Di belakangnya, Amina mengekori, tubuhnya yang semok berbalut kain jarik yang dibiarkan tersingkap dan kebaya yang terbuka kancing atasnya.
Amina menghela napas pelan sembari merapihkan gelungan rambutnya. “Jadi beneran wanita itu ada di rumahnya Londo, Man?”
“Yang aku dengar dari para biang gosip begitu, besok aku selidiki untuk memastikan,” jawab Kasman, sembari mengambil sebatang rokok, lalu menyulutnya.
“Tapi, bagaimana bisa wanita itu kenal Londo? Mereka itu ‘kan sulit sekali didekati pribumi,” ujar Amina dengan raut wajah penasaran.
“Mungkin kasihan,” sahut Kasman asal.
Amina mengernyitkan dahi, mulutnya sedikit terbuka. “Tapi … sepertinya tidak mungkin,” ujarnya sembari mengambil rokok yang terselip di jari Kasman.
“Kalau sama-sama mau, yang tidak mungkin bisa jadi mungkin, contohnya ….”
Amina menghisap dalam rokok di jarinya, lalu mengepulkan asap tipis ke wajah Kasman sembari tersenyum nakal. “Juragan apa masih mencari dia?”

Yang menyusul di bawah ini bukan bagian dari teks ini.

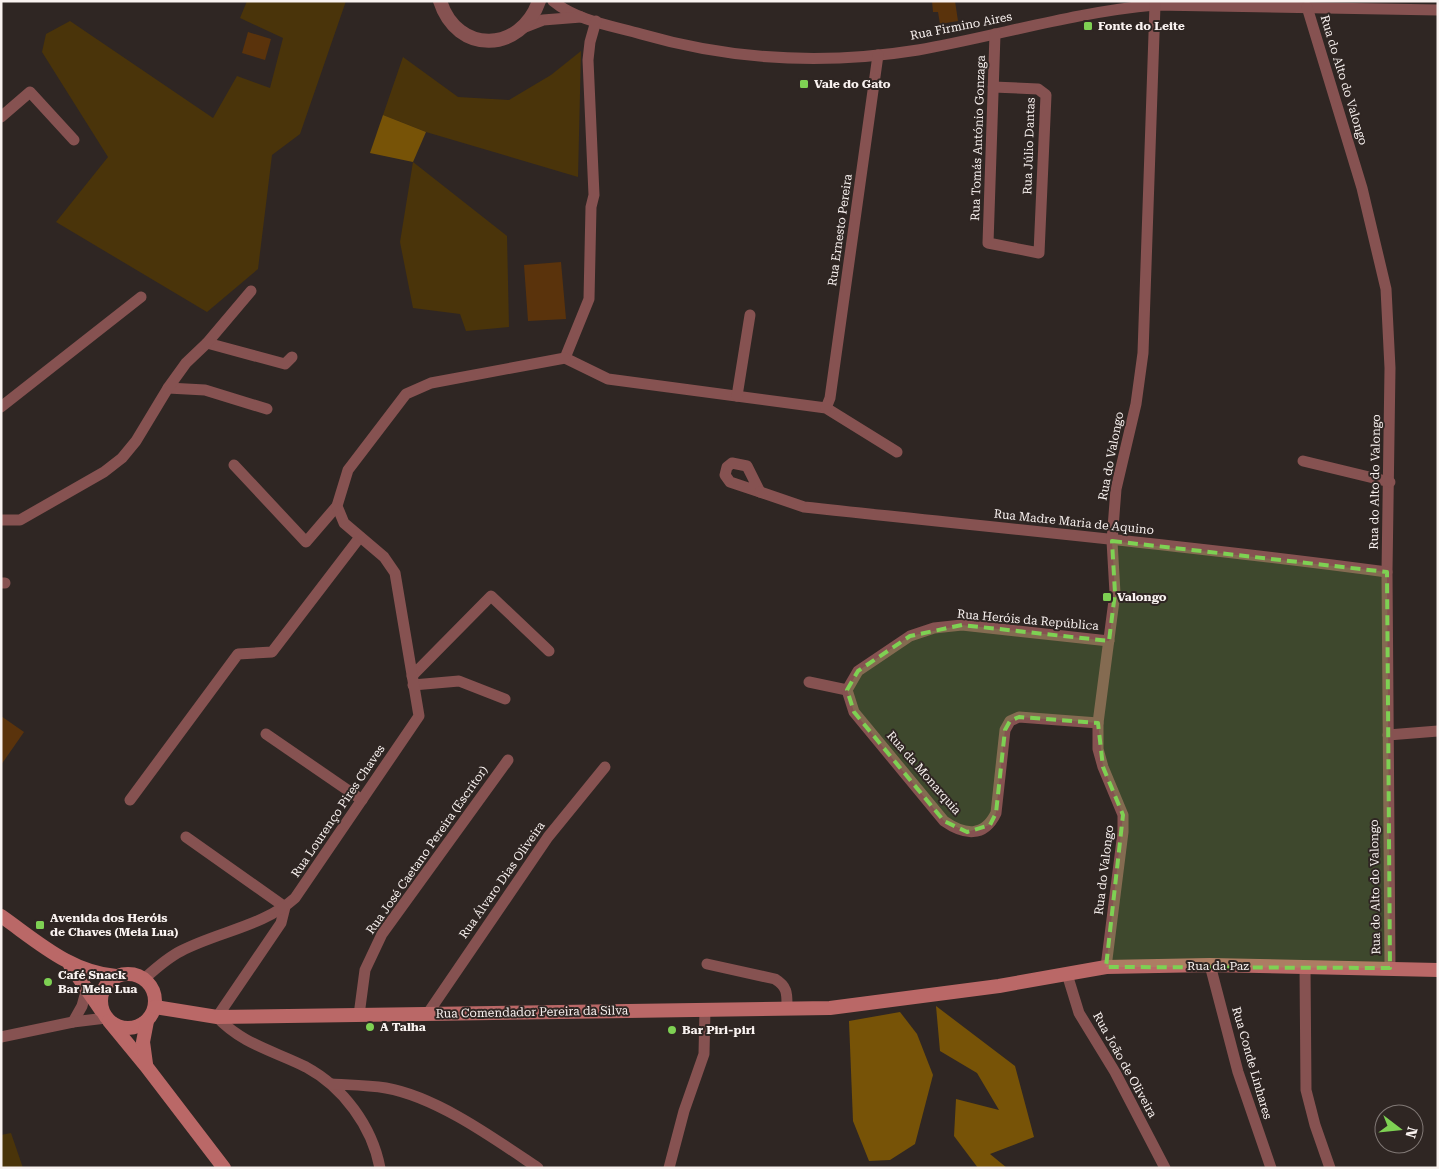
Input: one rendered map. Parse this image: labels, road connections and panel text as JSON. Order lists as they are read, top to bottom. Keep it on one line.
{"streets":{"main road":["Rua da Paz","Rua Comendador Pereira da Silva"],"street":["Rua Firmino Aires","Rua do Alto do Valongo","Rua Tomás António Gonzaga","Rua Júlio Dantas","Rua Ernesto Pereira","Rua do Valongo","Rua Madre Maria de Aquino","Rua Heróis da República","Rua da Monarquia","Rua Lourenço Pires Chaves","Rua José Caetano Pereira (Escritor)","Rua Álvaro Dias Oliveira","Rua Conde Linhares","Rua João de Oliveira"]},"crossings":[["Rua Firmino Aires","Rua do Alto do Valongo"],["Rua Firmino Aires","Rua Tomás António Gonzaga"],["Rua Firmino Aires","Rua Ernesto Pereira"],["Rua Firmino Aires","Rua do Valongo"],["Rua do Alto do Valongo","Rua Madre Maria de Aquino"],["Rua do Alto do Valongo","Rua da Paz"],["Rua Tomás António Gonzaga","Rua Júlio Dantas"],["Rua do Valongo","Rua Madre Maria de Aquino"],["Rua do Valongo","Rua Heróis da República"],["Rua do Valongo","Rua da Monarquia"],["Rua do Valongo","Rua da Paz"],["Rua Heróis da República","Rua da Monarquia"],["Rua Lourenço Pires Chaves","Rua Comendador Pereira da Silva"],["Rua José Caetano Pereira (Escritor)","Rua Comendador Pereira da Silva"],["Rua Álvaro Dias Oliveira","Rua Comendador Pereira da Silva"],["Rua da Paz","Rua Comendador Pereira da Silva"],["Rua da Paz","Rua Conde Linhares"],["Rua da Paz","Rua João de Oliveira"]],"places":{"transit":["Fonte do Leite","Vale do Gato","Valongo","Avenida dos Heróis de Chaves (Meia Lua)"],"other":["Café Snack Bar Meia Lua","A Talha","Bar Piri-piri"]},"north":"right"}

Kasman menaikkan sebelah alisnya, sudut bibirnya terangkat tipis. “Sepertinya tidak, beberapa hari ini Den Bagus lebih sering menghabiskan waktu di kedai tuak.”
Amina berdecak kesal. “Ck, dasar laki-laki, sudah dipuaskan di ranjang, masih saja kurang!”
“Goyanganmu kurang mungkin kalau sama dia,” goda Kasman sembari tersenyum nakal.
Amina tersenyum kecil, sambil menggigit bibir bawahnya pelan. “Batang dia pendek, mana bisa digoyang.”
Kasman terbahak seketika, laki-laki itu kemudian mengambil segenggam jerami, lalu memasukkan ke tempat pakan sembari mengelus kuda coklat yang biasa menarik dokarnya.
“Andai dia bukan juragan, mungkin aku juga berpikir dua kali untuk dinikahi,” ucap Amina kembali.
“Berarti kau harus bersyukur ada aku,” celetuk Kasman.
Keduanya kemudian terbahak bersama, hingga suara Kartijo mengejutkan dari arah belakang.
“Apa yang kalian berdua lakukan di sini?!” tanya Kartijo dengan suara datar dan tatapan heran.
Amina terbelalak, seketika tawanya terhenti, lalu dia menoleh ke belakang. “Kangmas … a-nu, Aku pengen mangga muda,” jawabnya terbata.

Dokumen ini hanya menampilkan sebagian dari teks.